On both sides, flags assumed a transcendent significance as symbols of their respective nation’s sacred importance. In the North, Henry Ward Beecher, the nation’s most famous minister, pointed out the significance of flags:
Our flag means, then, all that our fathers meant in the Revolutionary War; it means all that the Declaration of Independence meant; it means all that the Constitution of our people, organizing for justice, for liberty, and for happiness, meant. Our flag carries American ideas, American history and American feelings.
7
In the South, ordinary Confederates were the most committed to unfurling banners, first the Stars and Bars, and soon thereafter the aptly named Southern Cross, which became the readily identified icon of the Confederacy and, later, the Lost Cause. On both sides, verse would soon fuse with symbol and produce hundreds of songs directed primarily to the national flags. If West Point became the seminary of America’s national religion, then flags would serve as its religion’s totem.
8
 
To modern readers accustomed to instantaneous news, the most interesting thing to note in the immediate aftermath of Sumter is the absence of extensive news coverage. Soon the press would be transformed no less than the military. But in the beginning, the press had to gear up for an unprecedented war no less than the army. Artists, lithographers, and writers in the field would have to be enlisted for immediate and extensive coverage. The steam-driven press and telegraph would be coordinated for intelligence gathering and dissemination with no clear rules of censure or propaganda.
9
Soon a syndicate to feed stories nationally—the Associated Press—would be invented in New York City, and Richmond would assume the same dissemination service in the South. Though short on details, the Northern press would not hesitate to bang the drum for war. In fact, the looming war would be a dream come true for Northern newspapers looking for advertising revenue and expanded circulations. For over a generation, the technology of steam-driven presses and the culture of a newspaper-reading public had been moving toward full-blown maturity. Sectional strife and rumors of war would provide the occasion for transforming the penny press into the premier shaper of public information and public opinion.
10
The
New York Herald,
founded in 1835, boasted the largest circulation of penny papers in the country, with more than seventy-seven thousand daily subscribers in 1860. The paper’s publisher, James Gordon Bennett, was no friend of President Lincoln or the abolitionists and initially resisted the drumbeat of patriotism. In the weeks preceding Sumter, Bennett seemed almost more sympathetic with the South than with the Lincoln administration when he praised a speech by Alexander Stephens, the vice president of the Confederate States of America, as “a statesmanlike exposition of the views of the moderate Southern leaders.” Of Lincoln’s administration, he complained, “Through lukewarmness, greed of place, and an overweening desire to retain popularity with the ultraists of New England and the Northwest, they also have concluded to take no efficient step towards peacefully solving the difficulties that embarrass the country.”
11
When Sumter fell, Bennett turned, as usual, to the business community for direction. Good money managers that they were, their initial response was caution:
The leading merchants, traders and professional men of the city of New York intend to hold a private preliminary meeting to-morrow, preparatory to a grand mass meeting, to be held in the park some day during this week, to declare in favor of peace and against civil war and coercion. This will probably be one of the greatest meetings ever held in this city, and its effect on the government at Washington and the government at Montgomery is expected to be very decided.

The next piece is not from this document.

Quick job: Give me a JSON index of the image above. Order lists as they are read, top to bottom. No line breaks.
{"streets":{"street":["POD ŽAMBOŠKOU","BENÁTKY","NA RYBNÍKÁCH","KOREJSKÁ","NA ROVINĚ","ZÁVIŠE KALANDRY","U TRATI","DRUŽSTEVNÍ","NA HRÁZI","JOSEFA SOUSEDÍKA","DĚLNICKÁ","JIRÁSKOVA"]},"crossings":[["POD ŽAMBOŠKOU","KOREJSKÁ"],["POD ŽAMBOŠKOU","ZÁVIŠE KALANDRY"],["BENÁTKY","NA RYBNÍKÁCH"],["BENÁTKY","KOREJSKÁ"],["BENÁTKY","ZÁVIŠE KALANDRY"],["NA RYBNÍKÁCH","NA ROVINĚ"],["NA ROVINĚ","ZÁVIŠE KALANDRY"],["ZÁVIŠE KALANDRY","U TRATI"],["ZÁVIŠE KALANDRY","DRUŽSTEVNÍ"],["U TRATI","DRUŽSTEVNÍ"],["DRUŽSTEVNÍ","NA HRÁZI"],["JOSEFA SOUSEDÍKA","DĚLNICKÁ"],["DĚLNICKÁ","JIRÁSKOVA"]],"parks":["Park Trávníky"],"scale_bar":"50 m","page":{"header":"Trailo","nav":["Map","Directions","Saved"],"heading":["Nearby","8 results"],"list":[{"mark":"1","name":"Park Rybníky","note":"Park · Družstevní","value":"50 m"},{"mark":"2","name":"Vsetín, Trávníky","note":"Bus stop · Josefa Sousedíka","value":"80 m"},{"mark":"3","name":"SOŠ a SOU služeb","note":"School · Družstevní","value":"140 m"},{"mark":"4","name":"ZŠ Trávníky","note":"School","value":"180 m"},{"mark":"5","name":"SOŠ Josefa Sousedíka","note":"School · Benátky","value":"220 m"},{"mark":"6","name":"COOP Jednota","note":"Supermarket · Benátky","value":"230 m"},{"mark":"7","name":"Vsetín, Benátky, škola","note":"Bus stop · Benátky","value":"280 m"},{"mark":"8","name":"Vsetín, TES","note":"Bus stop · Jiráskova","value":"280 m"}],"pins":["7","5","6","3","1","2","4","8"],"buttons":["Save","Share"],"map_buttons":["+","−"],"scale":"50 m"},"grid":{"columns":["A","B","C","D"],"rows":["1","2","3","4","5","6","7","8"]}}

Still wishing to paint Lincoln into the abolitionist camp of Garrison and other radical abolitionists like Boston’s Wendell Phillips, he asserted that “[a]s for Wendell Phillips, he must be fairly exulting over the terrible business. Every boom of the guns from Sumter or Moultrie is sweet music to the ears of the fanatics who have toiled and prayed for years for the destruction of the Union.”
12
The mass meeting in the park never took place. Bennett soon changed his tune as well. Local emotions turned him into a patriot. The symbol of that support was the flag. Those who refused to fly it did so at their own risk. On April 17, after a mob had forced him to fly the American flag over his offices, Bennett went on to show his stripes with provocative rhetoric:
The people of the North are compelled to accept the dread arbitrament of the sword. They did not seek it. There is no course left for them but an earnest, vigorous, determined support of the government. We have no longer parties, or factions, or cliques. Feeble effort may be made to organize new parties or restore old political attachments, but they will be fruitless. From the Aroostook to the Potomac, from the Atlantic seaboard to the Rocky Mountains, the war slogan has been sounded and responded to with alacrity!”
The
Herald’s
greatest rival and sparring partner, Horace Greeley’s
New York Tribune,
proved quicker on the patriotic draw. The first headline ran: “War Begun. The Jeff. Davis Rebellion, claiming to be the Confederate government of the seven States which profess to have seceded from the Federal Union, commenced formal war upon the United States by opening fire on Fort Sumter at 4 o’clock yesterday moming.”
13
Clearly this was not a time for sober moral reflection but for immediate, visceral exclamation. While unable to include an account of the attack for the morning edition of April 12, the paper issued a sensational evening “extra”—the first of many more to come in a society starved for news. Although extras had been issued ever since Bennett first introduced them at the Herald in the 1830s, their reach was limited and their appearance rare. The Civil War would transform the extra into a more frequent, electric event beginning with the attack on Sumter.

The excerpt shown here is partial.